Tokyo Girl

Frank Ryan tickles Japan's ivories

By William Wetherall

First posted 13 September 2023
Last updated 15 September 2023

Harvey 2016 Harvey 2016

Brian Harvey, Tokyo Girl, 2016
Click on back cover to enlarge
Yosha Bunko scans

Trigger warning
"finely wrought as a haiku"
is hyperbole

Brian Harvey
Tokyo Girl
A Frank Ryan Mystery
Canada: Raven Books (Orca Book Publishers), 2016
137 pages, paper cover

Weighing roughly 160 words per page, this book -- in the publisher's "Rapid Reads" series -- would flesh out half an ordinary book its size, or a quarter of a typical novel. Which makes it a novella that a super fast reader might knock off in 10 minutes. It took me an hour because I move my lips. I could recite it out loud in two hours, and the audience that hadn't fallen asleep by the end of the first chapter would walk out during the second.

Frank Ryan was a jazz pianist at a club in Nanaimo when his involvement in a mystery ired some elements, the thought of whom terrified him so much that he bought a ticket from Vancouver to Tokyo. He had a tourist visa, but set out to support himself by teaching housewives and other women to play classical piano.

One of his more talented and puzzling students was a seemingly wealthy girl named Akiko, who apparently had no job. "But somebody must have paid for the cosmetic surgery that had given her that narrow nose and those Western-looking eyes" (page 8).

Every time he left Akiko's house, Ryan wondered why he was in Japan. So he took time to tell us. He arrived in Tokyo at the end of March (page 11).

It was just two weeks after an earthquake under the Pacific Ocean had driven a thirty-foot wall of water -- a tsunami -- through the coastal city of Fukushima. The tidal wave hurdled a seawall. It tossed freighters and ferries ashore like bathtub toys and left buses on hospital roofs. And it turned a nuclear power plant into a leaking, radioactive time bomb.

Fukushima city is about 40 kilometers from the coast. Tidal waves toss nothing. And only one bus ended up on the roof of only one hospital -- in Ishinomaki city on the coast of Miyagi prefecture to the north, which was hit by tsunami as high as 10 meters.

I felt like stopping but had to read as far as the start of the plot.

One day, Akiko was tense, and Ryan took one of her locked wrists in his fingers and urged her to let go and not stop playing. But she stopped, as someone else was in the room -- a guy who was "big for a Japanese man" -- and, when he took off his sunglasses, Ryan saw that "Nobody had done any surgery on this guy's eyes. There were like slits. I wondered how he could see at all" (page 19).

Ryan likens himself and Akiko to sardines, and likened the man -- gaudily dressed and regarding them with a "protruding lower lip" -- to a barracuda.

Akiko introduced the man as her father and explains to him that Ryan was her piano teacher. They men shake hands, and Ryan tells us what that was like (page 19).

Jeweled rings dug into my palm. I wondered which of them had caught Akiko on the eyeball. He didn't have a ring on his little finger because his little finger was missing."

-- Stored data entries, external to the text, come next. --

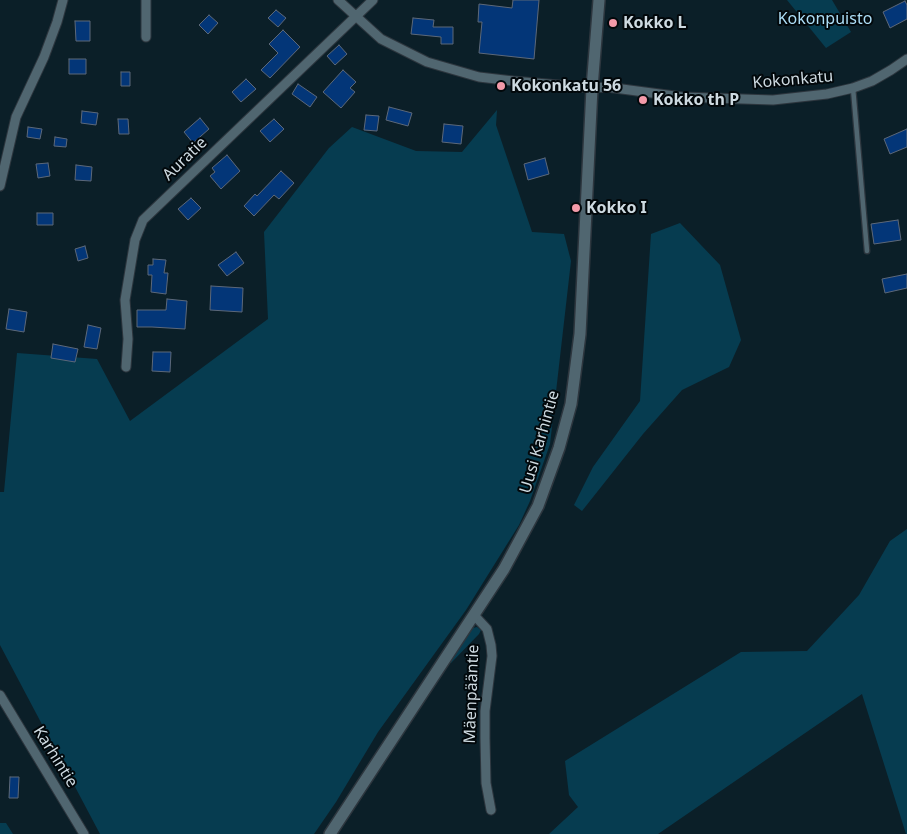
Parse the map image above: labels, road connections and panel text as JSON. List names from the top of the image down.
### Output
{
  "streets": {
    "street": [
      "Kokonkatu",
      "Auratie",
      "Uusi Karhintie",
      "Mäenpääntie",
      "Karhintie"
    ]
  },
  "crossings": [
    ["Kokonkatu", "Auratie"],
    ["Kokonkatu", "Uusi Karhintie"],
    ["Uusi Karhintie", "Mäenpääntie"]
  ],
  "parks": ["Kokonpuisto"],
  "places": [
    "Kokko L",
    "Kokonkatu 56",
    "Kokko th P",
    "Kokko I"
  ]
}
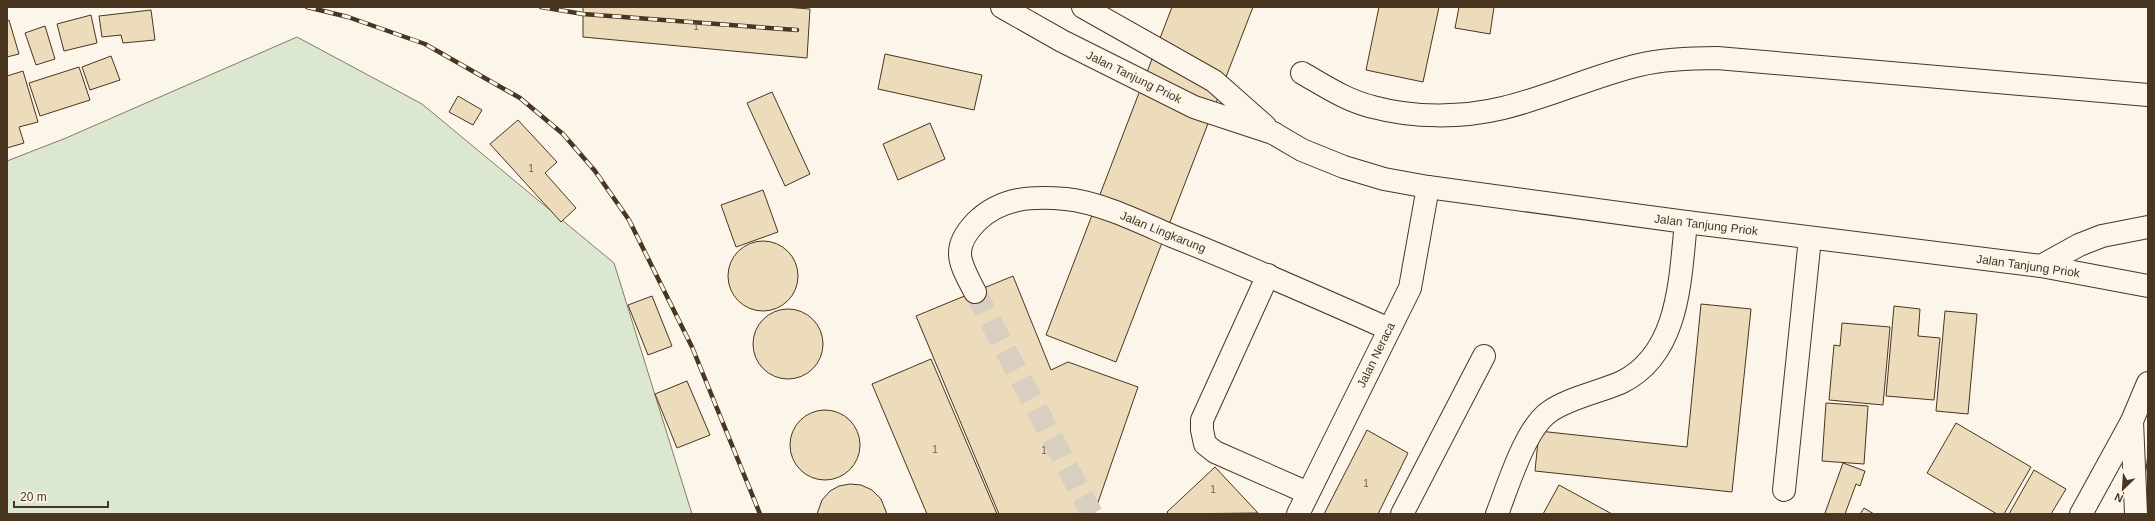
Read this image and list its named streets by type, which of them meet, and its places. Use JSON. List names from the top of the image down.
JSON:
{
  "streets": {
    "main road": ["Jalan Tanjung Priok", "Jalan Lingkarung", "Jalan Neraca"]
  },
  "crossings": [
    ["Jalan Tanjung Priok", "Jalan Neraca"],
    ["Jalan Lingkarung", "Jalan Neraca"]
  ],
  "house_numbers": [
    "1",
    "1",
    "1",
    "1",
    "1",
    "1"
  ],
  "scale_bar": "20 m",
  "north": "bottom left"
}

"Hajimemashite," Ryan says, and tells us that he was "pretty sure" it meant "nice to meet you".

So we're getting somewhere. 15 percent into the book, and I've learned a second Japanese word. The first was gaijin -- a foreigner" (page 4). Harvey was kind enough to italicize them so I'd be sure to see them.

Akiko and her father talk -- argue about something -- and Akiko asks Ryan to play something quiet. He plays the Chopin prelude Akiko was working on. The man grunts. Akiko translates -- he prefers jazz. Ryan says he does do. Akiko, surprised, tells the man, who comes over to the piano and says, in English, "You know 'My Funny Valentine'?"

After Ryan's torrential performance, the man and Akiko talk again, this time more calmly. Akiko tells Ryan the man has a job for him. It seems one of the clubs he owns, which happens to be in Ryan's neighborhood, needs a late-night jazz pianist.

Ryan find's the coincidence a bit odd, but is interested. He has one question, though -- "What happened to the other piano player?" Akiko translates this for the man, who laughs, and Akiko translates his reply -- "A problem with one of his fingers" (page 23).

Now you know where the story is going. The pace picks up and the plot twists.

For $9.95 (US or Canadian?), you can find out who done what to whom, where and when, and you can speculate why.

The 2015 prequel -- Beethoven's Tenth, also published by Rapid Reads -- is billed as a "smart page-turner".